== Segment start ==

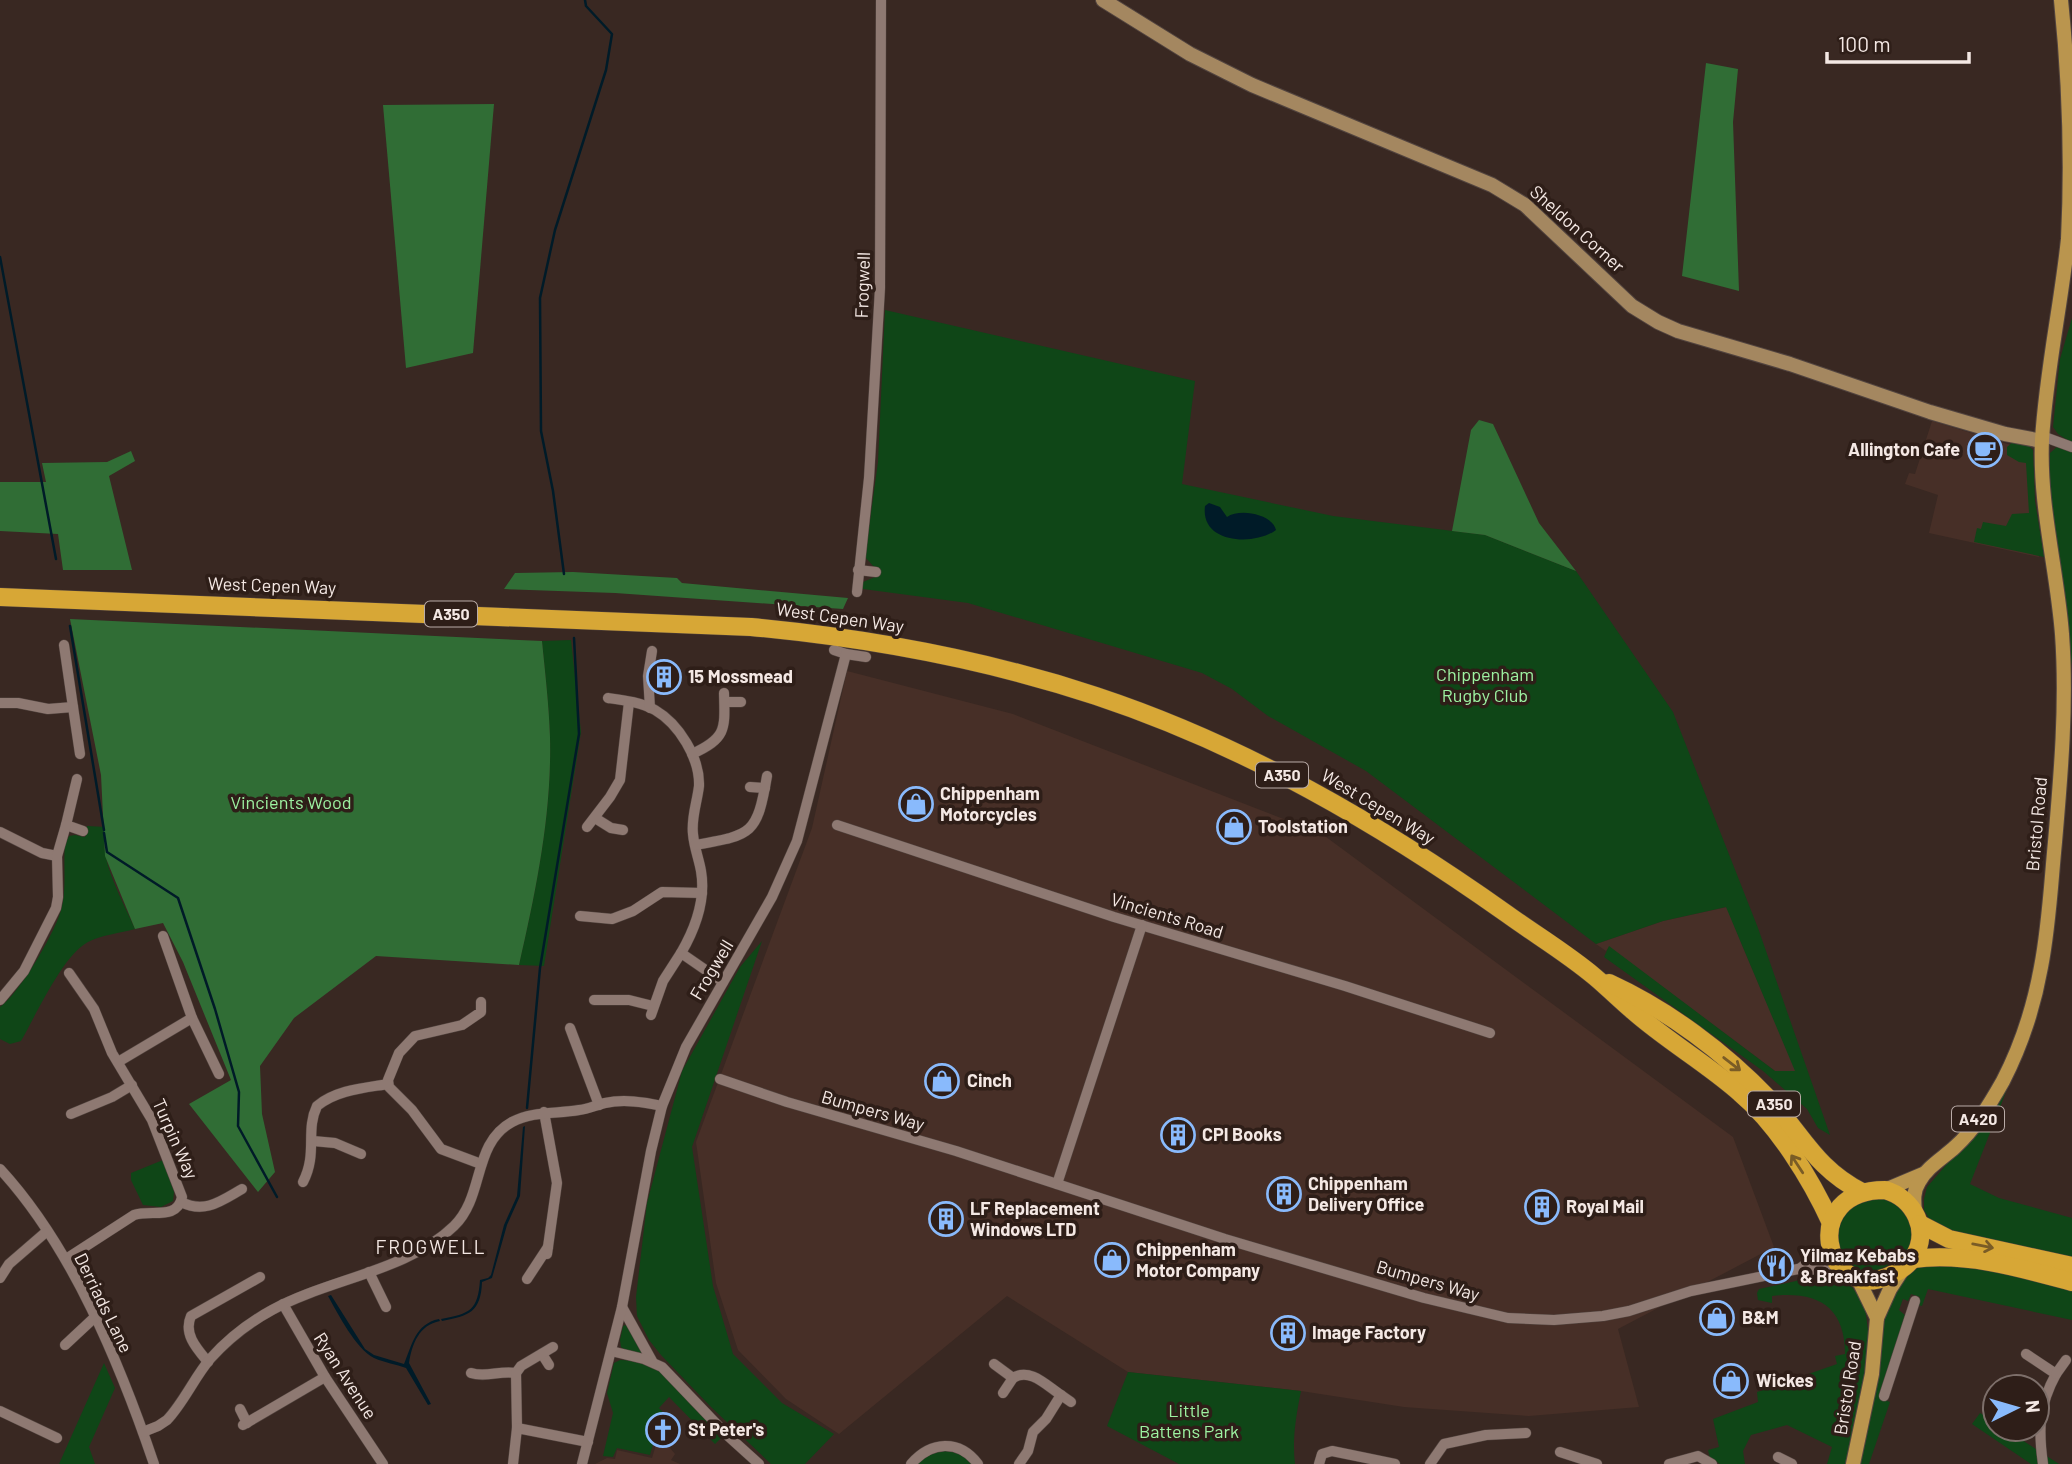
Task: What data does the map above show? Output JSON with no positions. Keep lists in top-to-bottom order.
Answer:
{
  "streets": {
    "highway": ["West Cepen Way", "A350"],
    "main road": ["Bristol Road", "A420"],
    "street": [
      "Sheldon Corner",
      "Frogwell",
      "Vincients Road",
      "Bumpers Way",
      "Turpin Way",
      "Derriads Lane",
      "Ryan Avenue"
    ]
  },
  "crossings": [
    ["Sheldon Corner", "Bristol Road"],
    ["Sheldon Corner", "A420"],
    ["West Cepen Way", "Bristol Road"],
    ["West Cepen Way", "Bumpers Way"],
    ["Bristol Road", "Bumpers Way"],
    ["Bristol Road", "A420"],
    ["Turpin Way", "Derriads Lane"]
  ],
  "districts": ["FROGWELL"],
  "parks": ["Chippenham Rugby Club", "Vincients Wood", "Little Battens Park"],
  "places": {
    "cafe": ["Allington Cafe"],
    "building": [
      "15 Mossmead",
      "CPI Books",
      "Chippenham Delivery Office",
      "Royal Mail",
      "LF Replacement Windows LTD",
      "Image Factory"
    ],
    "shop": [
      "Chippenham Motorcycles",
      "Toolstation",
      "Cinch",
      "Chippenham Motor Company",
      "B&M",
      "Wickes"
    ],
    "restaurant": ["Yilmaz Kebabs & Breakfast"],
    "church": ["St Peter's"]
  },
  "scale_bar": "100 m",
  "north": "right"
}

== Segment end ==

TASK DIRECTIONS
Only the pictures may be dropped when you copy the data above; everything else stays exact.

EXERCISE ANSWER
Task: What data does the map above show? Output JSON with no positions. Keep lists in top-to-bottom order.
Answer:
{
  "streets": {
    "highway": ["West Cepen Way", "A350"],
    "main road": ["Bristol Road", "A420"],
    "street": [
      "Sheldon Corner",
      "Frogwell",
      "Vincients Road",
      "Bumpers Way",
      "Turpin Way",
      "Derriads Lane",
      "Ryan Avenue"
    ]
  },
  "crossings": [
    ["Sheldon Corner", "Bristol Road"],
    ["Sheldon Corner", "A420"],
    ["West Cepen Way", "Bristol Road"],
    ["West Cepen Way", "Bumpers Way"],
    ["Bristol Road", "Bumpers Way"],
    ["Bristol Road", "A420"],
    ["Turpin Way", "Derriads Lane"]
  ],
  "districts": ["FROGWELL"],
  "parks": ["Chippenham Rugby Club", "Vincients Wood", "Little Battens Park"],
  "places": {
    "cafe": ["Allington Cafe"],
    "building": [
      "15 Mossmead",
      "CPI Books",
      "Chippenham Delivery Office",
      "Royal Mail",
      "LF Replacement Windows LTD",
      "Image Factory"
    ],
    "shop": [
      "Chippenham Motorcycles",
      "Toolstation",
      "Cinch",
      "Chippenham Motor Company",
      "B&M",
      "Wickes"
    ],
    "restaurant": ["Yilmaz Kebabs & Breakfast"],
    "church": ["St Peter's"]
  },
  "scale_bar": "100 m",
  "north": "right"
}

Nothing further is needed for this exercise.